Gabrielle Union, who will be in Toronto later this month when Nate Parker's Birth of a Nation is screened and will take part in the press junket afterward, wrote an opinion piece in the Los Angeles Times today. She noted that when she read all 700 pages of court documents from the 1999 rape charge against Parker and the film's co-creator Jean McGianni Celestin, it sent her into "a state of stomach-churning confusion."
Union, who co-stars in the film as a woman who was raped, said she did not take the news lightly because she herself was raped at gunpoint 24 years ago. She writes that she actually took the role so she could start a conversation about sexual violence.
"I took this role because I related to the experience," Union writes both as an actress and as a rape survivor. "I also wanted to give a voice to my character, who remains silent throughout the film. In her silence, she represents countless black women who have been and continue to be violated. Women without a voice, without power. Women in general. But black women in particular. I knew I could walk out of our movie and speak to the audience about what it feels like to be a survivor."
The screening of the film will take place in only nine days, and Parker will be joined by Union and fellow cast members Armie Hammer, Aja Naomi King and Penelope Anne Miller in what Fox is calling a video junket where questions will be fielded by them all.

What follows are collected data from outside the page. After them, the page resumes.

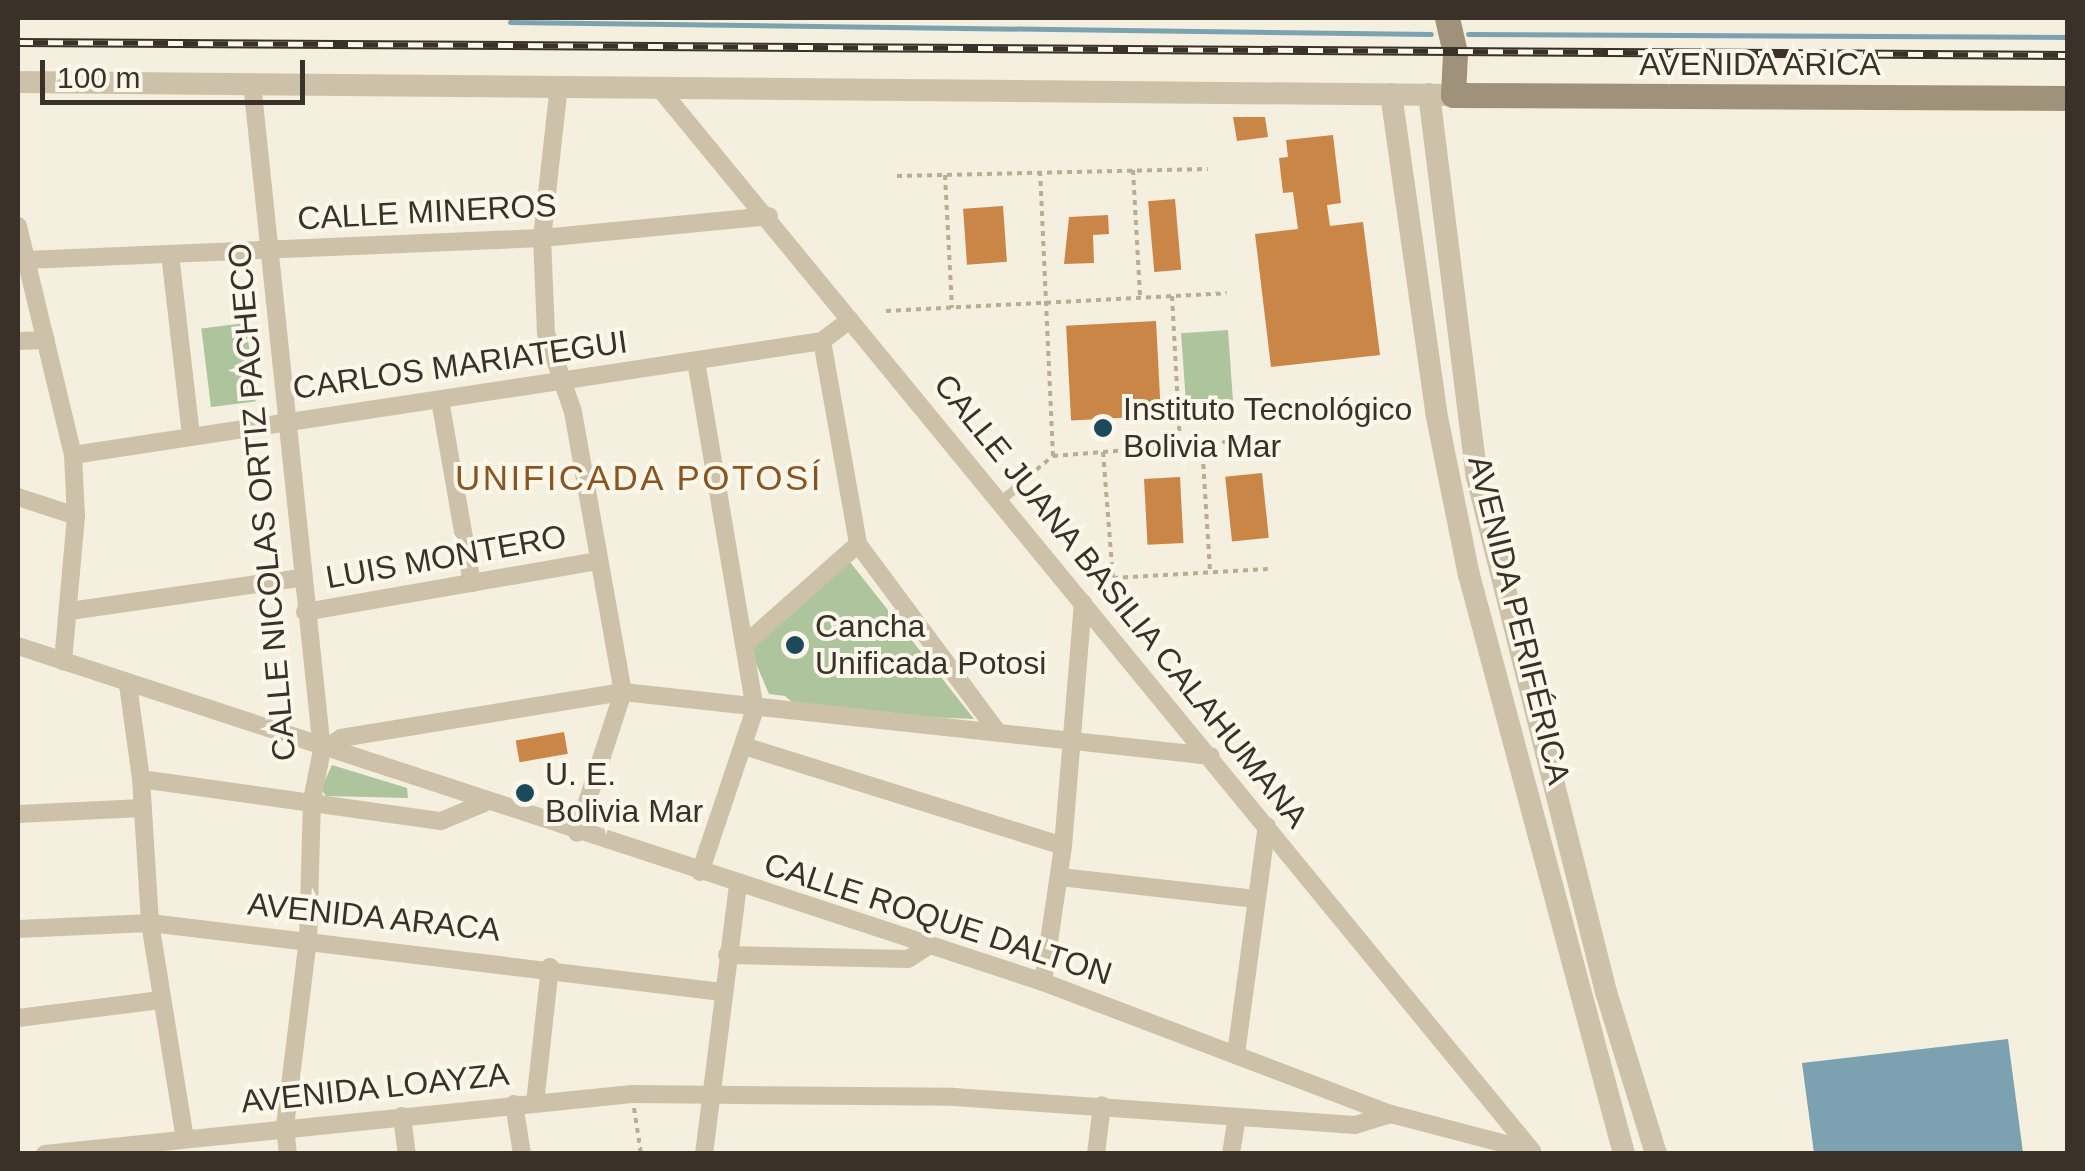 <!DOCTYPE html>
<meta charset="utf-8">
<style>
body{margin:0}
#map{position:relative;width:2085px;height:1171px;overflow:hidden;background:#f4efde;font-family:Arial,sans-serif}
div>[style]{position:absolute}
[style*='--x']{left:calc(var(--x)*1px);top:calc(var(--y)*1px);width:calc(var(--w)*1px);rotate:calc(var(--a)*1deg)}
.green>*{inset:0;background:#adc49d;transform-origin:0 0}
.water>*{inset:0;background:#7ca2b2}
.stream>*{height:5px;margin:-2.5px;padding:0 2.5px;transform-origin:2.5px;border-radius:2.5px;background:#7ca2b2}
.building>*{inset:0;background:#ca8646;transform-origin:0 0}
.path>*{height:4px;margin-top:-2px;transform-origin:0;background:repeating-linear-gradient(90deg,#b9ad93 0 5px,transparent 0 10px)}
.service>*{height:9px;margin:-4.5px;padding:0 4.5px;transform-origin:4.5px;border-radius:4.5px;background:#cdc2a9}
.minor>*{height:18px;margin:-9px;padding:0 9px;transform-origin:9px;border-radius:9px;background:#cdc2a9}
.tertiary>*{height:22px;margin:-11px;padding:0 11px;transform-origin:11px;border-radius:11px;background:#cdc2a9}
.secondary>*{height:25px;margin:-12.5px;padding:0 12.5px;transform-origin:12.5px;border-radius:12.5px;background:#a0927a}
.rail>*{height:9px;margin-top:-4.5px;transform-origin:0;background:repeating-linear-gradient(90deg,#fbf7eb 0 15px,#3a3229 0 30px);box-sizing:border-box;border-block:2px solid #3a3229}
.dots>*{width:28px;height:28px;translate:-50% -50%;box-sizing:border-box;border:5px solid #fbf7eb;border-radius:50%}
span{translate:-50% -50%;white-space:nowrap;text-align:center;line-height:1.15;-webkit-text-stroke:8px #fbf7eb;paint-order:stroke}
.street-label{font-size:32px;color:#3a3229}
.poi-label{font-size:32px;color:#3a3229}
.left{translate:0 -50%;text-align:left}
.neighbourhood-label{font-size:35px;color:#8c541f;letter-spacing:2.5px}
.frame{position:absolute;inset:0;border:20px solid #3a3229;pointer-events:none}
.scale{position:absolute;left:40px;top:60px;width:265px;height:45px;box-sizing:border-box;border:5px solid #3a3229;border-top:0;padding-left:12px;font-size:30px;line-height:35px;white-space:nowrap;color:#3a3229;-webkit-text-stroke:8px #fbf7eb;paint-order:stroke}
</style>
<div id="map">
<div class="green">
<i style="left:246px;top:323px;width:79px;height:45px;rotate:83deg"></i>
<i style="left:1228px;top:330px;width:78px;height:47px;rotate:86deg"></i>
<i style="clip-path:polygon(850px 562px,974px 719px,804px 712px,785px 696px,769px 694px,749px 647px)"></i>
<i style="clip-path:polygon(332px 765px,407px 788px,408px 798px,326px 796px,321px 789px)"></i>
</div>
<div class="water">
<i style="clip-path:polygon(2008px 1039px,2023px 1153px,1814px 1153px,1802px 1063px)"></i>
</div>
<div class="stream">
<i style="--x:510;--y:22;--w:921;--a:0.75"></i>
<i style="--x:1468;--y:34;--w:600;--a:0.29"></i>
</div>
<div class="building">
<i style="clip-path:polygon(1233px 117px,1265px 117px,1268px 137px,1237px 141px)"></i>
<i style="clip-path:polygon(1333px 135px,1341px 203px,1327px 205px,1330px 226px,1363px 222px,1380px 355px,1271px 367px,1255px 234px,1298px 229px,1293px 192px,1283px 193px,1279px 158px,1288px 157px,1286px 140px)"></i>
<i style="left:1175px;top:199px;width:71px;height:27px;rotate:85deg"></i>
<i style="left:1003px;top:206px;width:56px;height:40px;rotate:86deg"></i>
<i style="clip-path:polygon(1108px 215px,1109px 234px,1093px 235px,1094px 263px,1064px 264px,1069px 217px)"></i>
<i style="left:1156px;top:321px;width:95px;height:90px;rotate:87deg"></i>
<i style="left:1262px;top:473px;width:65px;height:37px;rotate:84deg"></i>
<i style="left:1180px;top:477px;width:66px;height:36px;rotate:87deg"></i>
<i style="left:564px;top:732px;width:22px;height:49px;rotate:80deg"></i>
</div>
<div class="path">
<i style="--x:1133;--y:170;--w:125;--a:86.8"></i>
<i style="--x:945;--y:175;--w:133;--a:87"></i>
<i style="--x:897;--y:176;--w:311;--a:-1.3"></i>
<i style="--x:1172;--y:296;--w:150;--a:86.9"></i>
<i style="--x:886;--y:311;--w:341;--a:-3"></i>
<i style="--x:1202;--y:444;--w:128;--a:86.4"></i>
<i style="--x:1103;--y:452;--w:126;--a:85.5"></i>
<i style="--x:1113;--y:578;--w:155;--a:-3.3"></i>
<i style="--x:1053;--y:456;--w:200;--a:-4.6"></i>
<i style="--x:1029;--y:476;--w:31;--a:-40"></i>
<i style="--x:1053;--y:456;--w:283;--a:-92.6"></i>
<i style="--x:634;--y:1108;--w:47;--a:81.3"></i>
</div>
<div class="service">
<i style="--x:1001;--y:500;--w:23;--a:-40"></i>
</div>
<div class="minor">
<i style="--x:252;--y:83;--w:671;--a:84.01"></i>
<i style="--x:322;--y:750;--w:51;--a:101.3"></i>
<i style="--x:312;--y:800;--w:139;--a:91.6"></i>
<i style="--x:308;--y:939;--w:188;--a:97"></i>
<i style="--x:285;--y:1126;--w:28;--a:84"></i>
<i style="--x:559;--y:85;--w:154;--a:96.3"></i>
<i style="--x:542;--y:238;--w:95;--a:87.6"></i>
<i style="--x:546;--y:333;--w:83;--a:71.1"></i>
<i style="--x:573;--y:412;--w:284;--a:79.9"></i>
<i style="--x:623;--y:692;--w:148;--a:108.1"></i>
<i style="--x:660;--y:89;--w:1374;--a:50.61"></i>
<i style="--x:18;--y:226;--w:236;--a:76.5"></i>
<i style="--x:73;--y:455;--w:61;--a:87.2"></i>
<i style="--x:76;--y:516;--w:146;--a:95.1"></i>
<i style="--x:170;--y:254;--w:182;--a:83.4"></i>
<i style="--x:26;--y:260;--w:516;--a:-2.44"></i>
<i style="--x:542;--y:238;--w:228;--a:-5.5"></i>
<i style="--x:18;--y:341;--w:28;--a:-2"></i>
<i style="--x:822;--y:341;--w:206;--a:79.9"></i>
<i style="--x:858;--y:544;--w:232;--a:53.4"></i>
<i style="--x:696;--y:361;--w:353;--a:80.4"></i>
<i style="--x:755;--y:709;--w:172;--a:108.6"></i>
<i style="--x:440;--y:400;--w:186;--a:80.1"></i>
<i style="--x:73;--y:455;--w:758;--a:-8.65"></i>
<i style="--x:822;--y:341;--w:35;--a:-37"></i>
<i style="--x:18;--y:497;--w:61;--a:18.1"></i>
<i style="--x:70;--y:611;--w:231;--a:-8.2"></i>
<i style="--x:305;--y:612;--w:296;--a:-9.9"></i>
<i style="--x:744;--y:645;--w:152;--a:-41.5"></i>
<i style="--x:18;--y:646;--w:1079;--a:18.15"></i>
<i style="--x:1043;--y:982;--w:372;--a:20.8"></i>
<i style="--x:1391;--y:1114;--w:146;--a:14.7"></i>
<i style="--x:128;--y:685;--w:95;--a:82.1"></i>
<i style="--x:141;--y:779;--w:144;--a:86.4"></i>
<i style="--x:150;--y:923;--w:218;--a:80.8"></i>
<i style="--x:744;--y:746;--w:334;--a:17.4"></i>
<i style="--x:322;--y:750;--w:22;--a:-32"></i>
<i style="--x:341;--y:738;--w:286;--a:-9.3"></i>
<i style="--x:623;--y:692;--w:591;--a:6.21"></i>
<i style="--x:141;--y:779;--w:303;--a:8"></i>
<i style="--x:441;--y:821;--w:47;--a:-22.7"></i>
<i style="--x:18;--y:814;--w:124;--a:-2.8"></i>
<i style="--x:1060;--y:877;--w:197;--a:6.4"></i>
<i style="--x:18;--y:929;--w:132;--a:-2.6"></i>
<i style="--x:150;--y:923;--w:576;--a:6.88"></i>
<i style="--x:727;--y:955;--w:181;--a:1.3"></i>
<i style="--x:908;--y:959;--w:20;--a:-33"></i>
<i style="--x:1043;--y:982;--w:137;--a:-81.6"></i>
<i style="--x:1063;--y:846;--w:244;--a:-85.3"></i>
<i style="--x:18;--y:1018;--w:144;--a:-7.2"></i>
<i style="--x:1236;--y:1054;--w:230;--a:-82.3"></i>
<i style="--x:535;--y:1103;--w:137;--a:-83.7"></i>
<i style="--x:514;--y:1104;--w:51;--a:80.9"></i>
<i style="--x:402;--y:1116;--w:38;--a:83"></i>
<i style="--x:45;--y:1154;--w:590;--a:-5.84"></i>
<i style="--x:632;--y:1094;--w:322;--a:0.5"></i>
<i style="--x:954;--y:1097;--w:402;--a:4"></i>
<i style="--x:1355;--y:1125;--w:38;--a:-17"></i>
<i style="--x:704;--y:1154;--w:272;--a:-82.8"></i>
<i style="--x:1096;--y:1154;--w:49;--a:-83"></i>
<i style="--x:1231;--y:1154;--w:36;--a:-81"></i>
</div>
<div class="tertiary">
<i style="--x:18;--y:82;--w:1435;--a:0.52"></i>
<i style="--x:1391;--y:94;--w:321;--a:81.9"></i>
<i style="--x:1436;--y:412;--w:166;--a:78.6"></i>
<i style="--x:1469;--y:575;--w:599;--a:75.01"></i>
<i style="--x:1429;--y:94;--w:386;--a:82.9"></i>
<i style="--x:1477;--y:477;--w:531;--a:75.94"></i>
<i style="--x:1606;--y:992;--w:170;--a:72.8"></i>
</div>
<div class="secondary">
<i style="--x:1447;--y:18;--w:36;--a:77"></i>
<i style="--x:1455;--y:53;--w:42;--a:92.7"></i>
<i style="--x:1453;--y:95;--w:615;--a:0.28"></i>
</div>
<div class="rail">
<i style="--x:18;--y:42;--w:2050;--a:0.36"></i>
</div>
<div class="dots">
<i style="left:1103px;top:428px;background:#1d495d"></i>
<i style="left:795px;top:645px;background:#1d495d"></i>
<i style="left:525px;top:793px;background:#1d495d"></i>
</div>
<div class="street-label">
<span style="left:1760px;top:64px">AVENIDA ARICA</span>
<span style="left:427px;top:212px;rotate:-3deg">CALLE MINEROS</span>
<span style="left:460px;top:365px;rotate:-8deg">CARLOS MARIATEGUI</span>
<span style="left:262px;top:502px;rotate:-95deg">CALLE NICOLAS ORTIZ PACHECO</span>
<span style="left:446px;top:557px;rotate:-10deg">LUIS MONTERO</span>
<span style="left:1121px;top:601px;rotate:51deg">CALLE JUANA BASILIA CALAHUMANA</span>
<span style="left:1519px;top:620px;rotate:76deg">AVENIDA PERIFÉRICA</span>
<span style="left:374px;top:917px;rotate:6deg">AVENIDA ARACA</span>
<span style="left:938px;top:919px;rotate:18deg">CALLE ROQUE DALTON</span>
<span style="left:375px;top:1088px;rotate:-6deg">AVENIDA LOAYZA</span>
</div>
<div class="poi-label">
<span class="left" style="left:1123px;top:428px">Instituto Tecnológico<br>Bolivia Mar</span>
<span class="left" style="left:815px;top:645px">Cancha<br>Unificada Potosi</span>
<span class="left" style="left:545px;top:793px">U. E.<br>Bolivia Mar</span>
</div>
<div class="neighbourhood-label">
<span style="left:639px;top:478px">UNIFICADA POTOSÍ</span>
</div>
<div class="frame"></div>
<div class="scale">100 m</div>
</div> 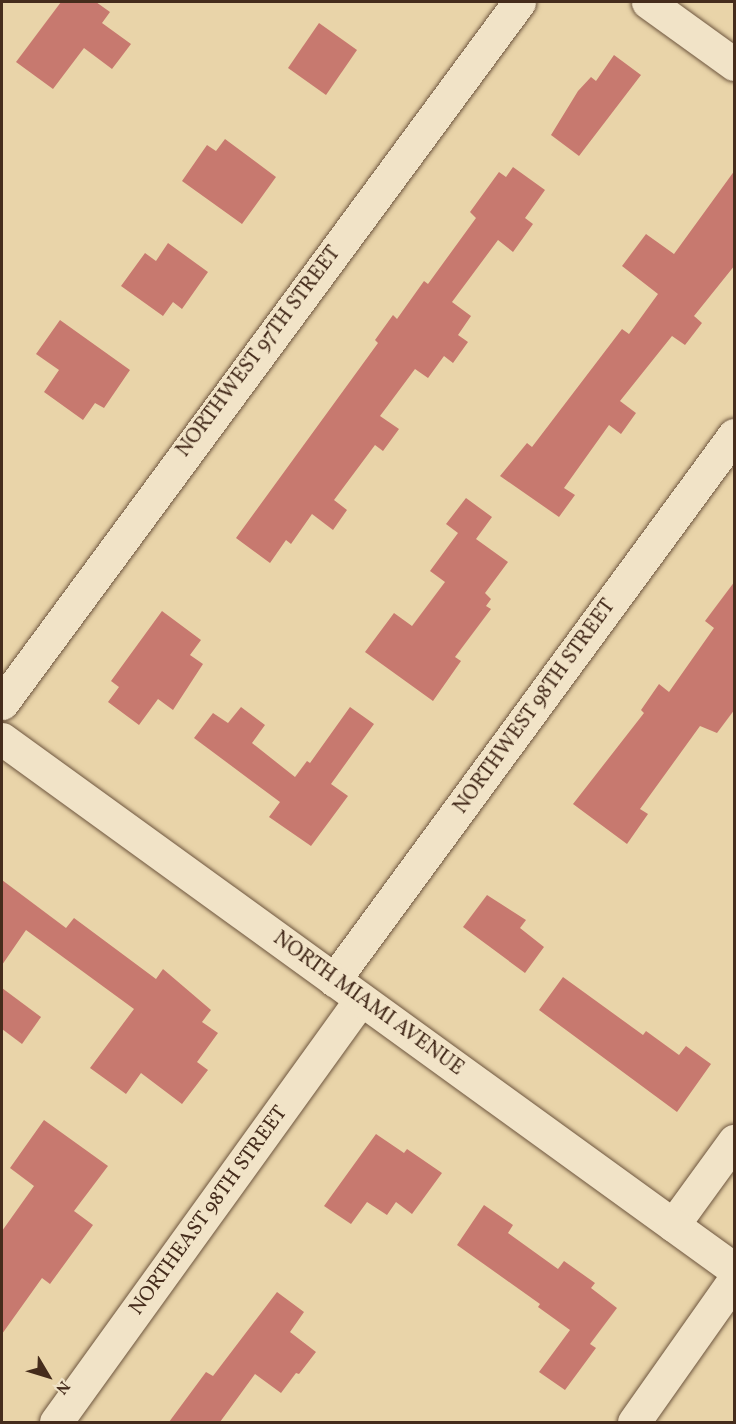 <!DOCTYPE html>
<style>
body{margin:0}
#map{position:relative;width:736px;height:1424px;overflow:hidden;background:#e9d4a9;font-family:Vollkorn,serif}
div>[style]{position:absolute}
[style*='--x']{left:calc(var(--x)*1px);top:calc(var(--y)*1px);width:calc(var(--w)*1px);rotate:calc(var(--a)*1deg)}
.building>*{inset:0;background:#c7796f}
.roads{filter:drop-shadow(0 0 2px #6e563f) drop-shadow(0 0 2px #6e563f)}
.minor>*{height:33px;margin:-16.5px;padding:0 16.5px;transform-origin:16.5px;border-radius:16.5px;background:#f1e3c7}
.secondary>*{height:33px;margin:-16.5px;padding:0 16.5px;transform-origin:16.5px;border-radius:16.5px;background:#f1e3c7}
span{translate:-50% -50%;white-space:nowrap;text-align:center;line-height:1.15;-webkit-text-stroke:4.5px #f1e3c7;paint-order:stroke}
.street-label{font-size:21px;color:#452c1c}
.frame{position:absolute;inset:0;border:3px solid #452c1c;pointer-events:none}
.north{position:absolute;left:18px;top:1346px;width:60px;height:60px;-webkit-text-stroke:4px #f1e3c7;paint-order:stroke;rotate:128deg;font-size:16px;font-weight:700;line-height:24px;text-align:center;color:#452c1c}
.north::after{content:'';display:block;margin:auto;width:21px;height:27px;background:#452c1c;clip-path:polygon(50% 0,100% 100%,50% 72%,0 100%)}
</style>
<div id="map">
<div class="building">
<i style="clip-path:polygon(61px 2px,96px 2px,110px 12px,102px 23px,131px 44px,112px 69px,84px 48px,53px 89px,16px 62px)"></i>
<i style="clip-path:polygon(319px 23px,357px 50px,326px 95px,288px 68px)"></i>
<i style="clip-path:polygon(614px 55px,641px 75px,579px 156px,551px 135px,578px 91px,591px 77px,596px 81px)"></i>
<i style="clip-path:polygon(225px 139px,276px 177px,242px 224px,182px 181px,207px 145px,216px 151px)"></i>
<i style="clip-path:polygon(513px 167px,545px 190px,525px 218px,533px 224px,513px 252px,498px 240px,452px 302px,471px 316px,458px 335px,468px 342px,453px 363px,444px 356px,428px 378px,415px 369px,380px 416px,399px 429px,383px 451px,375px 445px,334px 500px,347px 510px,333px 530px,312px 514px,291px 544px,286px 540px,270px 563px,236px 538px,378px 343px,375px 340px,393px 315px,397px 319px,424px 281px,428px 284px,476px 218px,470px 212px,499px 172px,506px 177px)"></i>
<i style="clip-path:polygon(735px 170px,735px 265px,694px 316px,702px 323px,685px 345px,672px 336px,620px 401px,636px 413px,621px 434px,609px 425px,564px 488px,575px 495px,559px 517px,500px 476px,527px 443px,532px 447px,622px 329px,629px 334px,658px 294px,622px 266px,646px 234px,674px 254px)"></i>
<i style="clip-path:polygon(168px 243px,208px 272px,182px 309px,173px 302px,163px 316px,121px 286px,145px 253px,156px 261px)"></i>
<i style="clip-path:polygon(60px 320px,130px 370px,104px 408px,95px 403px,83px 420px,44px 392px,59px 370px,36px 354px)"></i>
<i style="clip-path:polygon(466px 498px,492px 517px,476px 539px,508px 562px,485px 593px,491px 599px,486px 606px,491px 609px,455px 657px,461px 661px,433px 701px,365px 652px,394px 613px,412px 626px,445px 582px,430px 571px,458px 533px,446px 524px)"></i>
<i style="clip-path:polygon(735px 581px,735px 709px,717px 733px,700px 726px,640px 809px,648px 814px,627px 844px,573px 804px,644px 713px,641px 710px,659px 684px,669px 692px,714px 628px,705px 621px)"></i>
<i style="clip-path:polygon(162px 611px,201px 640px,190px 655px,203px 664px,173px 710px,158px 699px,139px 725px,108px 702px,119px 687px,111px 681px)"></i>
<i style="clip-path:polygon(241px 707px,265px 725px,252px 743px,295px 777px,307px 761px,310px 763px,350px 707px,374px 724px,331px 784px,348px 796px,311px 846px,269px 817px,280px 802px,194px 738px,213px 713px,228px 723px)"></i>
<i style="clip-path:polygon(2px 880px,66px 928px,74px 918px,156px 979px,163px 969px,211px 1010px,202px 1022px,218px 1033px,197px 1062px,208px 1070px,182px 1104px,141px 1073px,126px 1094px,90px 1068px,134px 1009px,26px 930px,2px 965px)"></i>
<i style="clip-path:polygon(487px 895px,526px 920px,520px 928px,544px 947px,525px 973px,463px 927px)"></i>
<i style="clip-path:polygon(563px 977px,643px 1035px,646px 1031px,679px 1055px,686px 1046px,711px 1064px,677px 1112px,539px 1010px)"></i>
<i style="clip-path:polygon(2px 988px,41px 1017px,22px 1044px,2px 1029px)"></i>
<i style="clip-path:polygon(44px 1120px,108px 1166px,74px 1211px,93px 1225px,50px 1284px,42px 1278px,2px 1334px,2px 1231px,34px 1186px,10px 1168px)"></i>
<i style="clip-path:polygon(376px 1134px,404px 1153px,407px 1149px,442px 1173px,412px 1214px,396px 1202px,387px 1215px,367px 1202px,351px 1224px,324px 1206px)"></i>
<i style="clip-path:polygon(484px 1205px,513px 1225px,508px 1233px,558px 1269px,564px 1261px,595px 1283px,591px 1288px,617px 1308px,590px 1344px,596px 1348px,565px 1390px,539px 1372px,570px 1330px,538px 1307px,540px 1304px,457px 1245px)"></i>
<i style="clip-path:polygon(277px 1292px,304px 1312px,290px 1332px,316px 1352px,299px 1374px,296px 1373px,281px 1393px,255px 1374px,220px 1422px,169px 1422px,206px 1372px,213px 1376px)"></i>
</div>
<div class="roads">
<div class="minor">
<i style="--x:648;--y:2;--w:106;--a:35.8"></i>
<i style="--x:2;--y:703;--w:871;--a:-53.59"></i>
<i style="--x:334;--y:980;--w:676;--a:-53.72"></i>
<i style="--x:673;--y:1225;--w:104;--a:-54"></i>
<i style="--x:56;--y:1422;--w:521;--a:-54.21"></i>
<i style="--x:634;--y:1422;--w:174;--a:-54.8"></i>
</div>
<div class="secondary">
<i style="--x:2;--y:739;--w:904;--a:35.91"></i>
</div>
</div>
<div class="street-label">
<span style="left:259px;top:352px;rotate:-53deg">NORTHWEST 97TH STREET</span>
<span style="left:535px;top:707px;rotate:-54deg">NORTHWEST 98TH STREET</span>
<span style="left:368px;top:1004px;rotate:36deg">NORTH MIAMI AVENUE</span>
<span style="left:209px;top:1211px;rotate:-54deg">NORTHEAST 98TH STREET</span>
</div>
<div class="frame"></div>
<div class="north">N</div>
</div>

"My compassion for victims of sexual violence is something that I cannot control. It spills out of me like an instinct rather than a choice. It pushes me to speak when I want to run away from the platform. When I am scared. Confused. Ashamed. I remember this part of myself and must reach out to anyone who will listen — other survivors, or even potential perpetrators."
She said even after reading the 700 pages of court documents, she still doesn't know what happened in the room that night 17 years ago but says that she believes the film gives her an opportunity to speak up, educate and inform others to try to prevent more incidents of violence like what happened to her. "I took this part in this film to talk about sexual violence. To talk about this stain that lives on in our psyches. I know these conversations are uncomfortable and difficult and painful. But they are necessary. Addressing misogyny, toxic masculinity, and rape culture is necessary. Addressing what should and should not be deemed consent is necessary." She also encouraged others to help victims of rape.
Celestin initially was convicted, but that was overturned on appeal, and his case was not retried. Parker was acquitted of the charge in 2001. The victim subsequently committed suicide after suffering through harassment and enduring a stressful trial.